Inhibition of the nuclear transporter, Kpnβ1, results in prolonged mitotic arrest and activation of the intrinsic apoptotic pathway in cervical cancer cells.

The karyopherin β proteins are involved in nuclear-cytoplasmic trafficking and are crucial for protein and RNA subcellular localization. We previously showed that Kpnβ1, a nuclear importin protein, is overexpressed in cervical cancer and is critical for cervical cancer cell survival and proliferation, whereas non-cancer cells are less dependent on its expression. This study aimed to identify the mechanisms by which inhibition of Kpnβ1 results in cervical cancer cell death.
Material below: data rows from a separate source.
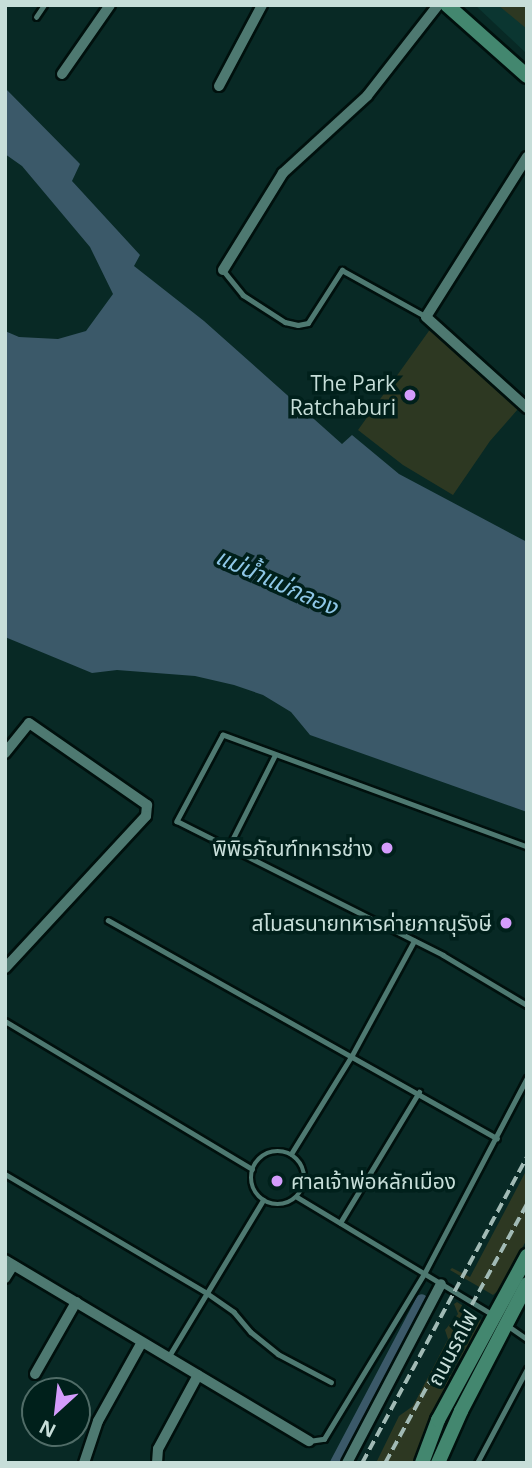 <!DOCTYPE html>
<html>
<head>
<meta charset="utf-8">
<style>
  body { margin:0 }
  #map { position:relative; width:532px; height:1468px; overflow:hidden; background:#082925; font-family:"Open Sans","Noto Sans Thai",sans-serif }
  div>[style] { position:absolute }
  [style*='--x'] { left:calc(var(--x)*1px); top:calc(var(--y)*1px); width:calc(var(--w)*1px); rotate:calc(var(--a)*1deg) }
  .built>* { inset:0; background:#0b3631 }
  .green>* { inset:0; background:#2d3822 }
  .water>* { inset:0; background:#3b5969 }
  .canal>* { height:12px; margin:-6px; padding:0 6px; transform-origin:6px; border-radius:6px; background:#3b5969 }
  .roads { filter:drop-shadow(2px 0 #00100d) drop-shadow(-2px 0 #00100d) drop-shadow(0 2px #00100d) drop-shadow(0 -2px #00100d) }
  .lane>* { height:4.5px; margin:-2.25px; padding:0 2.25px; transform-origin:2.25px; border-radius:2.25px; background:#4e7971 }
  .lane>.ring { margin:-2.25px; padding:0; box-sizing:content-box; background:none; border:4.5px solid #4e7971; border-radius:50% }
  .street>* { height:10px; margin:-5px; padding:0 5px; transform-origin:5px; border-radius:5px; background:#4e7971 }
  .secondary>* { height:14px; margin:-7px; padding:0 7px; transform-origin:7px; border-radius:7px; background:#43876f }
  .rail>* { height:3.5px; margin-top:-1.75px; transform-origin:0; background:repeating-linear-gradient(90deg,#a1bab5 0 10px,transparent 0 15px) }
  .dots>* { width:19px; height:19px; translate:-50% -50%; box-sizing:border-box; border:4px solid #00201b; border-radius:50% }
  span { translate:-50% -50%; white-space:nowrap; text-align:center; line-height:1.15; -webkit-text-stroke:7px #00201b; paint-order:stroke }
  .poi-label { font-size:21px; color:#c7ded9 }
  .right { translate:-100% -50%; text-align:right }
  .left { translate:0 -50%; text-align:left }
  .street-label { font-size:21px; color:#c7ded9 }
  .water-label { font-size:23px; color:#8ec7e7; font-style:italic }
  .frame { position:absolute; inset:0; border:7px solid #c7ded9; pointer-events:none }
  .north { position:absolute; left:21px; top:1377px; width:70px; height:70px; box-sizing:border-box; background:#00201b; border:2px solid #506c67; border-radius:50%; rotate:207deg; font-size:19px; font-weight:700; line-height:28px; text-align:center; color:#c7ded9 }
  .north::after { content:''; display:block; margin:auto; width:24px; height:32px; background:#d49cfc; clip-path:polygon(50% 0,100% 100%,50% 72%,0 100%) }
</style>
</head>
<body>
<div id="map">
  <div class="built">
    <i style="clip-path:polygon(475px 5px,527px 5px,527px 54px)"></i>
  </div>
  <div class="green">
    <i style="clip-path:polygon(498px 5px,527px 5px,527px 29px)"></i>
    <i style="clip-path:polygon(431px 328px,518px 409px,490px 441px,453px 495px,403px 465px,358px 430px)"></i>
    <i style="clip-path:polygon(527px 1169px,527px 1239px,500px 1289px,493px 1295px,450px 1270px,452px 1268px,470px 1277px)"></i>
    <i style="clip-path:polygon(457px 1302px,479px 1316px,482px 1324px,456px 1365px,432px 1415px,414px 1463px,376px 1463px,399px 1416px,413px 1406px,448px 1339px,445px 1330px,458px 1314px,454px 1304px)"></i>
  </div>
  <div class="water">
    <i style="clip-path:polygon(5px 88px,80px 164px,72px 181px,140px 255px,134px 266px,204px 321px,342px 444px,352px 435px,399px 474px,527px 542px,527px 812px,310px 735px,291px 712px,263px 695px,234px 685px,195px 676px,117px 670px,92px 673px,5px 637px,5px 331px,19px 337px,58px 339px,86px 331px,113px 294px,90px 247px,22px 166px,5px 154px)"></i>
  </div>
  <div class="canal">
    <i style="--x:336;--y:1463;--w:184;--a:-62.2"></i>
  </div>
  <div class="roads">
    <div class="lane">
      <i style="--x:36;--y:17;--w:14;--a:-56"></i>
      <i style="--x:223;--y:270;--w:32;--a:51"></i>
      <i style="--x:243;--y:295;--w:50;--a:32.7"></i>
      <i style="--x:285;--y:322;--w:13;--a:13"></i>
      <i style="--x:298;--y:325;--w:10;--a:-11"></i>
      <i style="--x:308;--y:323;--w:63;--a:-57.3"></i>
      <i style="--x:342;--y:270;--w:95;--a:29"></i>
      <i style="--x:527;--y:847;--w:324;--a:-159.8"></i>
      <i style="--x:223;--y:735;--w:98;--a:118.1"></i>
      <i style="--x:177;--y:821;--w:298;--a:26.7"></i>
      <i style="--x:443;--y:955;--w:98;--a:30.8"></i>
      <i style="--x:228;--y:848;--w:104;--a:-63.2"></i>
      <i style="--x:108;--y:920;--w:446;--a:29.3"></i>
      <i style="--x:5;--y:1021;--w:288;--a:30.9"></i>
      <i class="ring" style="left:251px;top:1151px;width:49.5px;height:49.5px"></i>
      <i style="--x:291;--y:1154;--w:114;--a:-58.3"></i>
      <i style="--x:351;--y:1057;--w:132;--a:-61.5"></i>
      <i style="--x:5;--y:1174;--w:234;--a:30.5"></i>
      <i style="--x:207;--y:1293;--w:33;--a:35"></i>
      <i style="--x:234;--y:1312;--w:26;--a:50"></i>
      <i style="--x:251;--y:1332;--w:35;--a:39"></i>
      <i style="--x:278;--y:1354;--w:60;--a:27.8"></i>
      <i style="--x:297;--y:1197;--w:229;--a:31"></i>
      <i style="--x:340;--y:1223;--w:153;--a:-58.9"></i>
      <i style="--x:507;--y:1325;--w:24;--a:35"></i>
      <i style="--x:169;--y:1356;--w:182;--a:-58.9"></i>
      <i style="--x:309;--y:1441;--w:15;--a:-8"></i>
      <i style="--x:324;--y:1439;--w:193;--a:-58.8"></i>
      <i style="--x:424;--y:1274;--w:221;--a:-62.3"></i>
      <i style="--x:477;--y:1463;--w:106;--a:-62"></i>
    </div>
    <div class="street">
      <i style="--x:62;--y:74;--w:84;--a:-55.2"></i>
      <i style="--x:219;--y:86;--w:92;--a:-62"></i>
      <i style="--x:527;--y:157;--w:189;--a:122.3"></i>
      <i style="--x:426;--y:317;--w:136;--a:42"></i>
      <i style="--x:223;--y:270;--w:114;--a:-58.3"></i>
      <i style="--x:283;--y:173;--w:114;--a:-42.5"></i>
      <i style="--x:367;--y:96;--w:115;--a:-52"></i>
      <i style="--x:5;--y:753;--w:38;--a:-51"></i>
      <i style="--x:29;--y:723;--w:144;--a:34.8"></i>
      <i style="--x:147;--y:805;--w:11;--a:95"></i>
      <i style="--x:146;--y:816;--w:207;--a:132.8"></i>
      <i style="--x:5;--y:1260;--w:354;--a:30.8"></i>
      <i style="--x:5;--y:1278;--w:15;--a:-58"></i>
      <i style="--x:35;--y:1374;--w:83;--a:-60.3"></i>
      <i style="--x:84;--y:1463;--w:44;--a:-71.6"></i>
      <i style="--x:98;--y:1421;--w:90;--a:-60.9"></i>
      <i style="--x:157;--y:1463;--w:14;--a:-86"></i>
      <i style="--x:158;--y:1449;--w:84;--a:-61.6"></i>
      <i style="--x:347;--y:1463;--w:202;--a:-62.3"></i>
    </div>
    <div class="secondary">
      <i style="--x:447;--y:5;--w:107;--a:41.6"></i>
      <i style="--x:422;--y:1463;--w:46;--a:-69.6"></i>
      <i style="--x:438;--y:1420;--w:187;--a:-61.5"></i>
      <i style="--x:438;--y:1463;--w:57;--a:-66.1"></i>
      <i style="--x:461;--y:1411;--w:143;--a:-62.5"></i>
    </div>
  </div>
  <div class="rail">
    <i style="--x:362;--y:1463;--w:349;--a:-61.7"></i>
    <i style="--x:385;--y:1463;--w:295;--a:-61.3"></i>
  </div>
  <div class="dots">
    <i style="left:410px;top:395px;background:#d49cfc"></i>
    <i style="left:387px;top:848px;background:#d49cfc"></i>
    <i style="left:506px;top:923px;background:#d49cfc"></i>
    <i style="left:277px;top:1181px;background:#d49cfc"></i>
  </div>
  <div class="poi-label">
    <span class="right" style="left:396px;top:395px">The Park<br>Ratchaburi</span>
    <span class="right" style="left:373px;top:848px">พิพิธภัณฑ์ทหารช่าง</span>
    <span class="right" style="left:492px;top:923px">สโมสรนายทหารค่ายภาณุรังษี</span>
    <span class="left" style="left:291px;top:1181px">ศาลเจ้าพ่อหลักเมือง</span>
  </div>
  <div class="street-label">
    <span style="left:452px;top:1348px;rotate:-62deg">ถนนรถไฟ</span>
  </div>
  <div class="water-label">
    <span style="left:277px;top:581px;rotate:24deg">แม่น้ำแม่กลอง</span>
  </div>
  <div class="frame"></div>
  <div class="north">N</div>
</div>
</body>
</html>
We show that the inhibition of Kpnβ1 results in the induction of apoptosis and a prolonged mitotic arrest, accompanied by distinct mitotic defects in cervical cancer cells but not non-cancer cells. In cervical cancer cells, Kpnβ1 downregulation results in sustained degradation of the antiapoptotic protein, Mcl-1, and elevated Noxa expression, as well as mitochondrial membrane permeabilization resulting in the release of cytochrome C and activation of associated caspases. Although p53 becomes stabilized in Kpnβ1 knockdown cervical cancer cells, apoptosis occurs in a p53-independent manner. These results demonstrate that blocking Kpnβ1 has potential as an anticancer therapeutic approach.